Селюнин: Отстал, и ничего. Теперь с этой партийностью. Он очень тащил меня в партию. Сказал: "Я сам тебе дам рекомендацию. Будешь в партии и все такое". А он не имеет права давать... Нет, это члены ЦК не могут, а члены ревизионной комиссии могут давать рекомендацию.

Шалин: Сомнения были на счет того, надо или не надо вступать?

Селюнин: Если и были сомнения, то я еще верующий. Никогда этого не афишировал, но и не скрывал... Не надо мне это. Ведь большое благо быть беспартийным... Мои ученики - они сами себя так называют - Леня Кравченко, теперешний генеральный директор ТАСС. Мы с ним начинали в строительной газете. Я уже был довольно сложившимся журналистом, а он только что пришел с факультета. По каждой статье все советовался, советовался - а он генеральный директор ТАСС, тогда как я закончил карьеру экономическим обозревателем. И то две ступеньки перешагнул. Спецкор цековской газеты - это уже обязательно партийная должность. Я был единственным беспартийным обозревателем газеты ЦК... Подписывался "экономический обозреватель "Социалистической индустрии"".

Шалин: Это цековская номенклатура?

Селюнин: Номенклатура отдела пропаганды ЦК. У нас еще был объединенный отдел экономики и пропаганды. И ему [редактору] все время говорили: "Ну, что ж такое?"

Шалин: А Кравченко тоже был беспартийным?

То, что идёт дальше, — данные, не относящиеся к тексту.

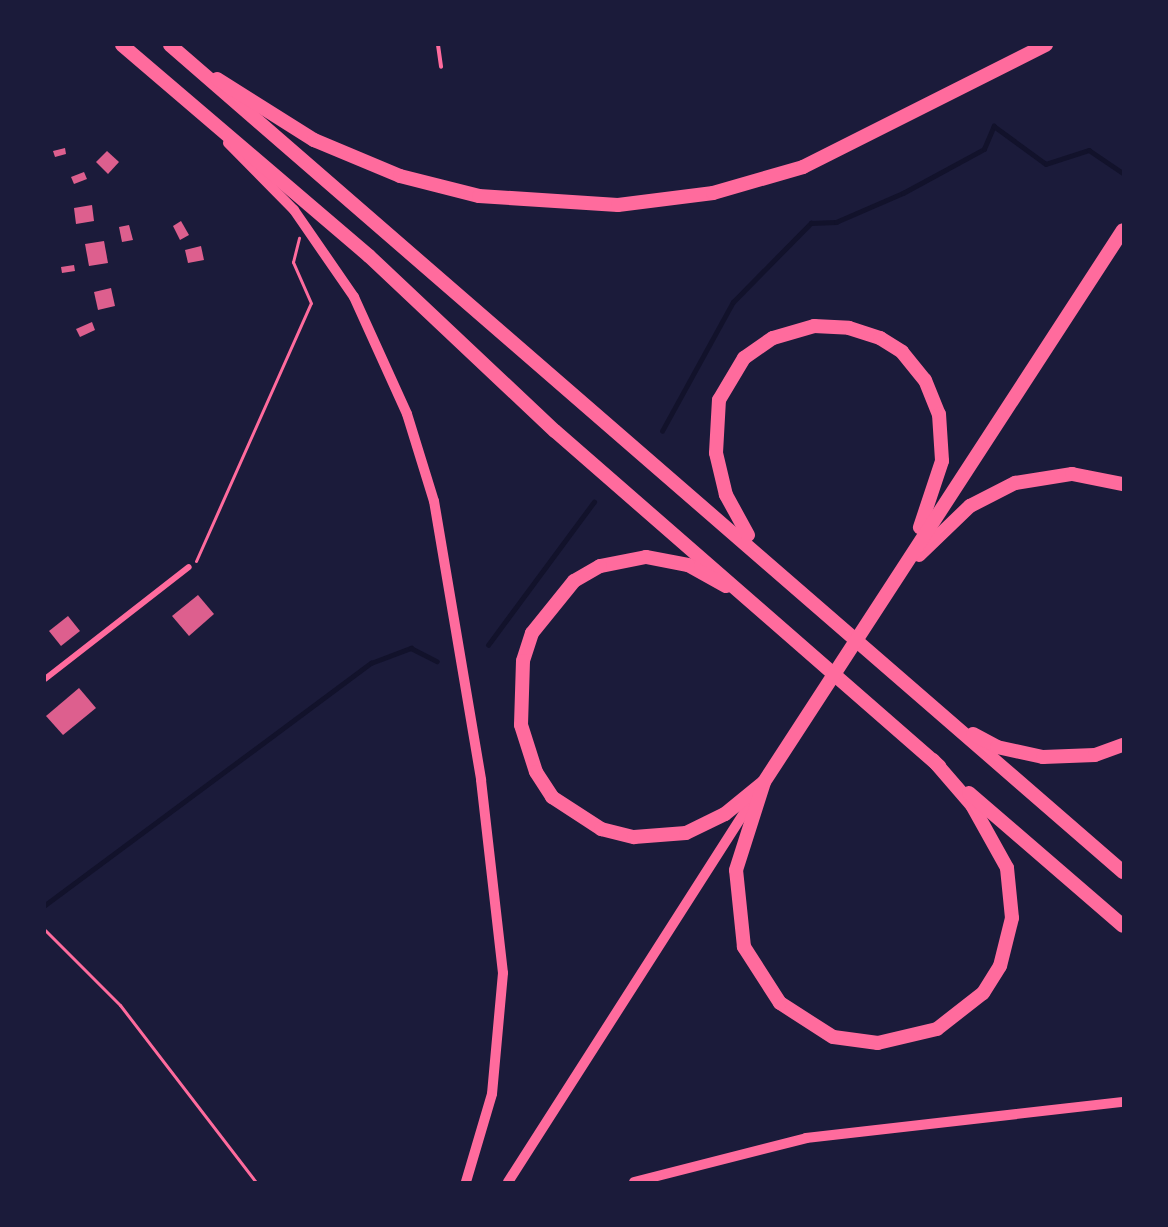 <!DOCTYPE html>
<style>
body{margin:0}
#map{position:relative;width:1168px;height:1227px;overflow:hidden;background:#1b1b3a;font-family:"Source Sans 3",sans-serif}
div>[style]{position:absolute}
.stream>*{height:4.5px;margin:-2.25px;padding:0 2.25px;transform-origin:2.25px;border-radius:2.25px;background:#12122b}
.building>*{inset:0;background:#dd5f8e}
.path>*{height:3px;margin:-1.5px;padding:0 1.5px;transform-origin:1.5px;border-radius:1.5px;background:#ff6b9d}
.service>*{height:4px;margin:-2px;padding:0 2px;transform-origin:2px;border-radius:2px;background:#ff6b9d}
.minor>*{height:6px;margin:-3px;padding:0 3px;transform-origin:3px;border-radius:3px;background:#ff6b9d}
.secondary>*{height:10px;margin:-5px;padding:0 5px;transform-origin:5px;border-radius:5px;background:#ff6b9d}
.trunk>*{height:14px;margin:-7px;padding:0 7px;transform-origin:7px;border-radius:7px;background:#ff6b9d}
span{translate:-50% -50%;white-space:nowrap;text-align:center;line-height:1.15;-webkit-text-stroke:6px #1b1b3a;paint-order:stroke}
.frame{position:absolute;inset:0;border:46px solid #1b1b3a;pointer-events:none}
</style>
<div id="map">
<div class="stream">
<i style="left:662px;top:431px;width:147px;rotate:-61.2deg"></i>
<i style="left:733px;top:302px;width:111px;rotate:-45.4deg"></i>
<i style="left:811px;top:223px;width:25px;rotate:-2deg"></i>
<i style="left:836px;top:222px;width:73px;rotate:-23.4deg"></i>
<i style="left:903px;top:193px;width:92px;rotate:-28.5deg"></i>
<i style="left:984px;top:149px;width:25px;rotate:-67deg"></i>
<i style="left:994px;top:126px;width:64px;rotate:36.2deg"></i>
<i style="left:1046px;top:164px;width:45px;rotate:-18deg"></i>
<i style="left:1089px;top:150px;width:41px;rotate:34.1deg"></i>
<i style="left:488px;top:645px;width:178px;rotate:-53.5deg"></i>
<i style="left:45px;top:905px;width:406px;rotate:-36.6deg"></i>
<i style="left:371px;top:663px;width:43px;rotate:-20.6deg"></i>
<i style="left:411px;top:648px;width:29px;rotate:27deg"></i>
</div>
<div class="building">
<i style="clip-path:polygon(65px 148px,66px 154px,55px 157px,53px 151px)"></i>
<i style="clip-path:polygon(107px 151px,119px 162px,108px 174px,96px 162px)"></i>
<i style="clip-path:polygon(84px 172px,87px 179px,74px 184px,71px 177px)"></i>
<i style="clip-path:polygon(92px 205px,94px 221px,76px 224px,74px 208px)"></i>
<i style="clip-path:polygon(181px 221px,189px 235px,180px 240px,173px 226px)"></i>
<i style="clip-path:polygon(129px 225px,133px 240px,122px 242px,119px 227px)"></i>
<i style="clip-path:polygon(104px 241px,108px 263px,89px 266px,85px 244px)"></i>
<i style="clip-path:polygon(201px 246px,204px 260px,188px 263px,185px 250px)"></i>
<i style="clip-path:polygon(74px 265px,75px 271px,62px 273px,61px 267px)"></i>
<i style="clip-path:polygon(111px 288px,115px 306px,98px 310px,94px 292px)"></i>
<i style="clip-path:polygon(92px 322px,95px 330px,80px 337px,76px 329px)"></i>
<i style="clip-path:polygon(198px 595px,214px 614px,189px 636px,172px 616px)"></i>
<i style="clip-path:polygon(68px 616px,80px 631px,61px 646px,49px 631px)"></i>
<i style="clip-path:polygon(79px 688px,96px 708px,63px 735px,46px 716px)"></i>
</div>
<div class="path">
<i style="left:196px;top:561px;width:282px;rotate:-66deg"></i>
<i style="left:311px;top:303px;width:45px;rotate:-113.7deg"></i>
<i style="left:293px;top:262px;width:25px;rotate:-76deg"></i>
<i style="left:45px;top:930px;width:106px;rotate:45deg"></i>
<i style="left:120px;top:1005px;width:223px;rotate:52.5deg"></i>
</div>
<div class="service">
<i style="left:438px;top:45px;width:22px;rotate:82deg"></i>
</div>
<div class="minor">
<i style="left:45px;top:679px;width:182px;rotate:-37.9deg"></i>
</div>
<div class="secondary">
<i style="left:228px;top:143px;width:94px;rotate:45.4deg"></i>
<i style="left:294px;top:210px;width:106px;rotate:55.4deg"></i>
<i style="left:354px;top:297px;width:128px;rotate:65.6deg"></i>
<i style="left:407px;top:414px;width:91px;rotate:72.8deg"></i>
<i style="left:434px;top:501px;width:283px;rotate:80.4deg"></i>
<i style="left:481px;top:780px;width:194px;rotate:83.5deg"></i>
<i style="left:503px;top:973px;width:121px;rotate:95.2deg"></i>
<i style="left:492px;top:1094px;width:92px;rotate:106.5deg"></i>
<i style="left:508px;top:1182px;width:462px;rotate:-57.4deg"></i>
<i style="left:634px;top:1182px;width:178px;rotate:-14.3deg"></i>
<i style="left:806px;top:1138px;width:319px;rotate:-6.5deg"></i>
</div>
<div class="trunk">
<i style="left:122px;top:45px;width:325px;rotate:40.5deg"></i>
<i style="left:369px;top:256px;width:255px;rotate:43.3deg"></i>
<i style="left:555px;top:431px;width:510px;rotate:41.1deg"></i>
<i style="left:170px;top:45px;width:1262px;rotate:40.95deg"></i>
<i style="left:217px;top:79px;width:115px;rotate:32.2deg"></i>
<i style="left:314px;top:140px;width:93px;rotate:22.7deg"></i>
<i style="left:400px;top:176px;width:81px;rotate:14.2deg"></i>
<i style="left:479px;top:196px;width:139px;rotate:3.7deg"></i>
<i style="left:618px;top:205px;width:96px;rotate:-7.2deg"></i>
<i style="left:713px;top:193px;width:94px;rotate:-16.1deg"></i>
<i style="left:803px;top:167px;width:272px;rotate:-26.7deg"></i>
<i style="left:748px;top:535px;width:46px;rotate:-118.8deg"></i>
<i style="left:726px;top:495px;width:43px;rotate:-103.4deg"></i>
<i style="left:716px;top:453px;width:53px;rotate:-86.8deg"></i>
<i style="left:719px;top:400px;width:49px;rotate:-59.2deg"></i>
<i style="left:744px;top:358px;width:35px;rotate:-35deg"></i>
<i style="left:773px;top:338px;width:43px;rotate:-16.3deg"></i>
<i style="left:814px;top:326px;width:35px;rotate:3deg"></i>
<i style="left:849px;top:328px;width:33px;rotate:18deg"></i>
<i style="left:880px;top:338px;width:26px;rotate:32deg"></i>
<i style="left:902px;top:352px;width:36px;rotate:51deg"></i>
<i style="left:925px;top:380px;width:37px;rotate:68deg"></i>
<i style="left:939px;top:414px;width:47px;rotate:86.3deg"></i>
<i style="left:942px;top:461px;width:70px;rotate:108.4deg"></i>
<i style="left:919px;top:555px;width:71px;rotate:-43.9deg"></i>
<i style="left:970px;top:506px;width:51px;rotate:-27.1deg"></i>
<i style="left:1015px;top:483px;width:58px;rotate:-9deg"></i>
<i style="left:1072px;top:474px;width:52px;rotate:11.1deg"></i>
<i style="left:726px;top:586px;width:43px;rotate:-151.1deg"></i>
<i style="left:688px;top:565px;width:43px;rotate:-169.2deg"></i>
<i style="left:646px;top:557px;width:47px;rotate:168.9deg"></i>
<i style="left:600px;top:566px;width:30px;rotate:150deg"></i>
<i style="left:574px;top:581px;width:67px;rotate:128.9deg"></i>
<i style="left:532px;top:633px;width:29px;rotate:108deg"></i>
<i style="left:523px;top:661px;width:64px;rotate:91.8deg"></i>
<i style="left:521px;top:725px;width:49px;rotate:72.3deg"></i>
<i style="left:536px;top:772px;width:30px;rotate:57deg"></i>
<i style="left:552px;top:797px;width:59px;rotate:33.1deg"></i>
<i style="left:601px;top:829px;width:34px;rotate:14deg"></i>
<i style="left:634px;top:837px;width:52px;rotate:-4.4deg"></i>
<i style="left:686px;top:833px;width:43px;rotate:-26deg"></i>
<i style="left:725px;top:814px;width:49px;rotate:-39.2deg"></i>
<i style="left:973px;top:734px;width:27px;rotate:28deg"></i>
<i style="left:997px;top:747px;width:47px;rotate:12.3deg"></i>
<i style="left:1043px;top:757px;width:52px;rotate:-2.2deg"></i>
<i style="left:1095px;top:755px;width:30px;rotate:-20deg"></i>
<i style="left:933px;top:760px;width:60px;rotate:49.1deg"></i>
<i style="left:972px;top:805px;width:72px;rotate:60.9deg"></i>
<i style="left:1007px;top:868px;width:50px;rotate:84.3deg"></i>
<i style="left:1012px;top:918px;width:49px;rotate:104deg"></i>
<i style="left:1000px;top:966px;width:32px;rotate:122deg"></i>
<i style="left:983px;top:993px;width:58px;rotate:142deg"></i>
<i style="left:937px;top:1029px;width:61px;rotate:166.7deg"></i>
<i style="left:878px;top:1043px;width:45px;rotate:-172.4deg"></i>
<i style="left:833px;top:1037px;width:63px;rotate:-147.3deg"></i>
<i style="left:780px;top:1003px;width:67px;rotate:-122.7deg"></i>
<i style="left:744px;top:947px;width:77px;rotate:-95.9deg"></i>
<i style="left:736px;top:870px;width:92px;rotate:-72.3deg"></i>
<i style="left:764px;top:782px;width:658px;rotate:-56.96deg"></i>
<i style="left:969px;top:793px;width:203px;rotate:40.8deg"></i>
</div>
<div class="frame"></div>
</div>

Селюнин: Не-е-е-т. [Он был в партии]. Мы с ним начинали, он потом был редактор "Строительной", редактор газеты "Труд", потом заправлял телевидением - был первым замом у Лапина. А теперь ушел на должность генерального директора ТАСС. И в ЦК говорят: "Ну что это, у тебя работает обозревателем, - а всего-то у нас было два обозревателя, политический и экономический, - и беспартийный". Но он как-то отбивал меня, защищал. Иногда были уж очень скандальные статьи. Была там моя статья по транспорту, по железным дорогам в журнале "Дружба народов", когда на дыбы встал Андропов, тогдашний председатель КГБ, которому передали перехват радио "Свободы" с изложением моей статьи, что по тем временам было очень плохо. Он передал это дело Байбакову, чтоб тот разобрался. Тот написал телегу в ЦК. Я писал объяснение. Тихонов, тогдашний премьер-министр, по этому случаю изящно выразился: "Мы тут постановление о железных дорогах вынесли, а он все обосрал". Но [редактор] меня защитил, не дал на растерзание и все.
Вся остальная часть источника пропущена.